IRS could change rule
Dietel said use-it-or-lose-it rule is a just regulation written by the IRS, it can be changed or deleted without congressional action with a penstroke.
“We were successful enough to get them to think about it enough, so that in IRS Notice 2012-40, they asked for comments about if they should modify the rule and how should they modify it,” she said.
“There were more than 1,000 comment letters were received by IRS and Treasury,” she said. “Nearly all of them were in favor of lifting use-or-lose.”
There might have been a negative comment from an eye glass store association, and there was great variety about how make the changes, she said.
“We’re hopeful that IRS and Treasury will think about it, modify or eliminate use-it-or-lose-it rule, because it is ridiculous,” she said.
Dietel said there is no time frame for the IRS to make its decision after it asks for comment.
“We would like it as soon as possible because the accounts are under-utilized people don’t set aside enough money,” she said.
First, people are afraid to commit funds they might lose at the end of the year, she said. “Second, in these times nobody can afford to lose any money.”

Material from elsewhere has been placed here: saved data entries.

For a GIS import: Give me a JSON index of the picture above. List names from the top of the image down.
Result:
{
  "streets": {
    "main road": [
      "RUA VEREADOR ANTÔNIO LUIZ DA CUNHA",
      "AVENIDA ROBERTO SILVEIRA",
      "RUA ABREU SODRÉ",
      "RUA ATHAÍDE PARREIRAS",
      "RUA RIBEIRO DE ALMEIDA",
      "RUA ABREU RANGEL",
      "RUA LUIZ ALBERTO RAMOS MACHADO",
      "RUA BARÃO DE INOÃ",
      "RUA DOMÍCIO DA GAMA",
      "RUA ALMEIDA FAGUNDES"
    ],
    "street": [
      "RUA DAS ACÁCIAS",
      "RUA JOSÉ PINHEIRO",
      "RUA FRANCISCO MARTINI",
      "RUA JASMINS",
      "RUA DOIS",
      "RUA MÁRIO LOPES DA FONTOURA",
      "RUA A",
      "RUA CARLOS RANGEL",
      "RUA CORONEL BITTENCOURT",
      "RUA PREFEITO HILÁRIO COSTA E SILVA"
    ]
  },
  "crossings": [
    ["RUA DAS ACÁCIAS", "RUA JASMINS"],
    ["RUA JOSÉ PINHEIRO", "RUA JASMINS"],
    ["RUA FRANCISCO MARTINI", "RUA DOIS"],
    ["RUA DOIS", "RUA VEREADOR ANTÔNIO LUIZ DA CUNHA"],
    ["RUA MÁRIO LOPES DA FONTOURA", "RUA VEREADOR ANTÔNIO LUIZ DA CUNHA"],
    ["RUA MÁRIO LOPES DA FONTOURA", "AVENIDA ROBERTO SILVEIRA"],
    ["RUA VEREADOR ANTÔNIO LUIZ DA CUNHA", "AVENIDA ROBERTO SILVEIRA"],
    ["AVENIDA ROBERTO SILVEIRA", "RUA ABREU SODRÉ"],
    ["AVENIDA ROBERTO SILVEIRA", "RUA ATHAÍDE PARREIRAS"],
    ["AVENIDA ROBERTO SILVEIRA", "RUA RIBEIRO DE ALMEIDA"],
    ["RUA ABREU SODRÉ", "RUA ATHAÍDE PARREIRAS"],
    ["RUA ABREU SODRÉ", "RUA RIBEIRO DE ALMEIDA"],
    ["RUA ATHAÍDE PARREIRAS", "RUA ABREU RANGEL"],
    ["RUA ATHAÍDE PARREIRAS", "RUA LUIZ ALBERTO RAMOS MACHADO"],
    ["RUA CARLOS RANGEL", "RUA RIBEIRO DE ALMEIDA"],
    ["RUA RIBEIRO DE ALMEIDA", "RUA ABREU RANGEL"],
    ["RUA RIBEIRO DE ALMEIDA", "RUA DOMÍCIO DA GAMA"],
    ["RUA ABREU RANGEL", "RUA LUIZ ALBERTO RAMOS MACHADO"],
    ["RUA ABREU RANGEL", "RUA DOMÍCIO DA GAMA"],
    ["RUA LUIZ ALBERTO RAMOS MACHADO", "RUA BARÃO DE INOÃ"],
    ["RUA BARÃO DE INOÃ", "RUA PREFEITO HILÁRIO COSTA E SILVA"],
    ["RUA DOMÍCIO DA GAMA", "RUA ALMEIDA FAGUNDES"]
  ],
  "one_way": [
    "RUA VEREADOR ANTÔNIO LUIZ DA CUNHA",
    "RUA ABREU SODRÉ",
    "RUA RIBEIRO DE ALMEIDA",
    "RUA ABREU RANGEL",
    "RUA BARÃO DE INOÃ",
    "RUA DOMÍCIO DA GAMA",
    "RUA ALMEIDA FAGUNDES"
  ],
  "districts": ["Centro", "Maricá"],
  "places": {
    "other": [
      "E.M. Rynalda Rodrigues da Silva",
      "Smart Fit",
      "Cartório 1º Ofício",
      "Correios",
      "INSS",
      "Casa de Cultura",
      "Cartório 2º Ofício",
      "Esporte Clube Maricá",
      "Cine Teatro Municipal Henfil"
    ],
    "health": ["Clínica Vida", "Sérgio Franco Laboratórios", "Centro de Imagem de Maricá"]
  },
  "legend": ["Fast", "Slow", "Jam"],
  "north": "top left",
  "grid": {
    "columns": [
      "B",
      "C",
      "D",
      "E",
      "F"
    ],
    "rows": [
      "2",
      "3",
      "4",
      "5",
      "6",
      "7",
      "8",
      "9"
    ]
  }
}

Allow rollover year-to-year
Rankin said she believes there is bi-partisan support on Capitol Hill for either two modifications to the use-it-or-lose-it rule, if the IRS does not act.
“Rollover” would allow the participant to keep unused Flexible Spending Account funds year-to-year without tax penalty, she said. “Cashout” would allow the participant to withdraw unspent funds.
Rankin is hopeful there will be a solution to soften the brutality of the use-it-or-lose it, she said. “It would have a huge impact on participation rates.”
Gabrielle M. Luoma, a tax expert and certified public accountant in Tucson, Ariz., said she has no hope that the IRS will allow cashout without penalty.